We address the question of an appropriate choice of basis functions for the self-consistent field (SCF) method of simulation of the N-body problem. Our criterion is based on a comparison of the orbits found in N-body realizations of analytical potential-density models of triaxial galaxies, in which the potential is fitted by the SCF method using a variety of basis sets, with those of the original models. Our tests refer to maximally triaxial Dehnen gamma-models for values of $\gamma$ in the range 0<=gamma<=1. When an N-body realization of a model is fitted by the SCF method, the choice of radial basis functions affects significantly the way the potential, forces, or derivatives of the forces are reproduced, especially in the central regions of the system. We find that this results in serious discrepancies in the relative amounts of chaotic versus regular orbits, or in the distributions of the Lyapunov characteristic exponents, as found by different basis sets. Numerical tests include the Clutton-Brock and the Hernquist-Ostriker (HO) basis sets, as well as a family of numerical basis sets which are `close' to the HO basis set.

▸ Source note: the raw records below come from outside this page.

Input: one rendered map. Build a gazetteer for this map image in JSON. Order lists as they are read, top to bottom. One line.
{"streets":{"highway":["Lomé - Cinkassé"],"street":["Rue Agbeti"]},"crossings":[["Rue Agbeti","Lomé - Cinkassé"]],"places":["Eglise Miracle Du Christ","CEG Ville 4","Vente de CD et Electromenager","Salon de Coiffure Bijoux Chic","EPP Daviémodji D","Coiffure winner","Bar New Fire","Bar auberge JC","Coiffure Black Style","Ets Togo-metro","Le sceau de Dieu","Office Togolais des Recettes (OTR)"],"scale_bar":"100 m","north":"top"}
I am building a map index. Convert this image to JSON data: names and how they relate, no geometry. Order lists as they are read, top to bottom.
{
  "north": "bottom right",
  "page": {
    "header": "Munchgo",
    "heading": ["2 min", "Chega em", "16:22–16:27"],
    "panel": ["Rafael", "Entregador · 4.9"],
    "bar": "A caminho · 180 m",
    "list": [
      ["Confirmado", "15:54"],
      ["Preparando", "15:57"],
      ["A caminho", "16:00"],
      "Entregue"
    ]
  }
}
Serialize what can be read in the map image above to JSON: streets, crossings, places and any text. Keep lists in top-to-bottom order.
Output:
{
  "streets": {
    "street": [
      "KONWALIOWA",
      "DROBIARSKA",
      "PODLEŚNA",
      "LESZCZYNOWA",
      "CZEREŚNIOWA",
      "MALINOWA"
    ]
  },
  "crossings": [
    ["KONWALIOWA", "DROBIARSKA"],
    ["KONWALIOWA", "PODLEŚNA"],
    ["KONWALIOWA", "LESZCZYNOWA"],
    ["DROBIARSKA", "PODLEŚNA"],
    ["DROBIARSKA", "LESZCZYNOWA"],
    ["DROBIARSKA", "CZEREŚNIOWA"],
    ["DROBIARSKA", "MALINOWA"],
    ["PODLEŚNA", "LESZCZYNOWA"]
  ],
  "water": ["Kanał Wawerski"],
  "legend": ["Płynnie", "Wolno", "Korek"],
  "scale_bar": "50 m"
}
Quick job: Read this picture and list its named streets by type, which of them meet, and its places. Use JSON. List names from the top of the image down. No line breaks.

The family of numerical basis sets is parametrized in terms of a quantity $\epsilon$ which appears in the kernel functions of the Sturm-Liouville (SL) equation defining each basis set. The HO basis set is the $\epsilon=0$ member of the family. We demonstrate that grid solutions of the SL equation yielding numerical basis sets introduce large errors in the variational equations of motion. We propose a quantum-mechanical method of solution of the SL equation which overcomes these errors. We finally give criteria for a choice of optimal value of $\epsilon$ and calculate the latter as a function of the value of gamma.